• _Stored data_

________________________

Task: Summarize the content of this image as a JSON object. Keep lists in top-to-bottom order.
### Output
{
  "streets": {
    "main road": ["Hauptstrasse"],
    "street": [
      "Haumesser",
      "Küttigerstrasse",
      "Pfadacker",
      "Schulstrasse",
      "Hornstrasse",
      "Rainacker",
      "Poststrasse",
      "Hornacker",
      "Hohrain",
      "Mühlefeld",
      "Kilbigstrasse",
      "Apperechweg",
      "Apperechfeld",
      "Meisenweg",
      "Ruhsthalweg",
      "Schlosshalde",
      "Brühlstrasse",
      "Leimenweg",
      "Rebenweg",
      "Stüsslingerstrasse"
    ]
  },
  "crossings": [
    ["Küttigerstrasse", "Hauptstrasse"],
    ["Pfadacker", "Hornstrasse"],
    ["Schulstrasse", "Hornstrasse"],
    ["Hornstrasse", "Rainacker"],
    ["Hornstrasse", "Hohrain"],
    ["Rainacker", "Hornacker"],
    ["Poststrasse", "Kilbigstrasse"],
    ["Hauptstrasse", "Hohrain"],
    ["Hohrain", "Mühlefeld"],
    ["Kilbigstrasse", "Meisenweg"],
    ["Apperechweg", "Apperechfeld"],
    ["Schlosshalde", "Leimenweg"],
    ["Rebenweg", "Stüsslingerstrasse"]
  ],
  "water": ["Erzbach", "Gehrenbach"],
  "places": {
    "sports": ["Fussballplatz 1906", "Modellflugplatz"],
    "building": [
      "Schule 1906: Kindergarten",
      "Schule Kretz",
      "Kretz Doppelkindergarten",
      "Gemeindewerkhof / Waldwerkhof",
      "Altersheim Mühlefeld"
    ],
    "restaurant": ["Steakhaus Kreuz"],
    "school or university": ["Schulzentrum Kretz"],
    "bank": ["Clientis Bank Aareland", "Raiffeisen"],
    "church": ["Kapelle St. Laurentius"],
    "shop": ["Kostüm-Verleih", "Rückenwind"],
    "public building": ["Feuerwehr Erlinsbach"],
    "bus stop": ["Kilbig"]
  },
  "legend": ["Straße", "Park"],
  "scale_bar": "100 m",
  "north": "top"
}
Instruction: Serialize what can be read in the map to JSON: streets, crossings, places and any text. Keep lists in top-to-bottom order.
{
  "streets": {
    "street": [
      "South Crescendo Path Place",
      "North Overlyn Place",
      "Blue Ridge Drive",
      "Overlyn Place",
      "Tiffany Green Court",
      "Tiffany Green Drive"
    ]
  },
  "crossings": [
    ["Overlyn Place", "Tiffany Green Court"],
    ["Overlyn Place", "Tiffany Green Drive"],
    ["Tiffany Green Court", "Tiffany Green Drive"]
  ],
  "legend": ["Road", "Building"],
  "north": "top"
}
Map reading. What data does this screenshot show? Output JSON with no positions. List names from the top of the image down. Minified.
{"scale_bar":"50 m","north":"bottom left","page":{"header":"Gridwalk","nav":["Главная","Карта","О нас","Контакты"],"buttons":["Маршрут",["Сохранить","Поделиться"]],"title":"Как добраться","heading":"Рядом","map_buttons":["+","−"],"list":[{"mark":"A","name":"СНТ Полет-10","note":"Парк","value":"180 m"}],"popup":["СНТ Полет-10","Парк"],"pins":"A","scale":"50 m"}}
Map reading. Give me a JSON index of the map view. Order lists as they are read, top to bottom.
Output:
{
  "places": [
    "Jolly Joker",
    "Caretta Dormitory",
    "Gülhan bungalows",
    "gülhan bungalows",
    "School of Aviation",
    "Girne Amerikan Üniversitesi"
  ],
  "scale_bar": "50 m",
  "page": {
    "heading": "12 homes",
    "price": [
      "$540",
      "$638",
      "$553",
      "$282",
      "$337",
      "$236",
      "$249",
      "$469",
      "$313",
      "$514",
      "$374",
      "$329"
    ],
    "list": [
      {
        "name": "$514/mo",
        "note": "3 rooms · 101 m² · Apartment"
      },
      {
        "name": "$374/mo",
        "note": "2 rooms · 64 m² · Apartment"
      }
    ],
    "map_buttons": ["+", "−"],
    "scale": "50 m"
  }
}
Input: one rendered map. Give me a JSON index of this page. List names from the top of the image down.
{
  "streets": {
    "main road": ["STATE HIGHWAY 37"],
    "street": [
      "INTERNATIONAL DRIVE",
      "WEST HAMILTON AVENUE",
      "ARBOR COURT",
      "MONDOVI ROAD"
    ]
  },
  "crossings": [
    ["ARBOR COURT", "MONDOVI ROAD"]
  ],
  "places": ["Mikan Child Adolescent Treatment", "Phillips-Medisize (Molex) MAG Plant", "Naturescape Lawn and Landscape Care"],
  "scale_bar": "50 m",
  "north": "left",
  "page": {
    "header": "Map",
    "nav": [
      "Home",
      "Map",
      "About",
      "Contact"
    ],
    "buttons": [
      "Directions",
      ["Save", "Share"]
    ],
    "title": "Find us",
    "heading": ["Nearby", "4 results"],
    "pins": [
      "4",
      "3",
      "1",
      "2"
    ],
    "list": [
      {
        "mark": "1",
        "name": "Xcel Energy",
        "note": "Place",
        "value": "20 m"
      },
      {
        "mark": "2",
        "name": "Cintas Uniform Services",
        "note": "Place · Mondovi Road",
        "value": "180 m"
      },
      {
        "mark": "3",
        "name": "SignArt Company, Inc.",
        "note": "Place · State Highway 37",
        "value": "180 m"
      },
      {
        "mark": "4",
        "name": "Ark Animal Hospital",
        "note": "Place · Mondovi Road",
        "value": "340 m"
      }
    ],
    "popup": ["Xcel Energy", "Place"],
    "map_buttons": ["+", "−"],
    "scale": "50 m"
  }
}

________________________

• _YOUR INSTRUCTIONS_
If a line in the records contains the word "Apperechfeld", copy it.

• _WRITTEN SOLUTION_
      "Apperechfeld",
    ["Apperechweg", "Apperechfeld"],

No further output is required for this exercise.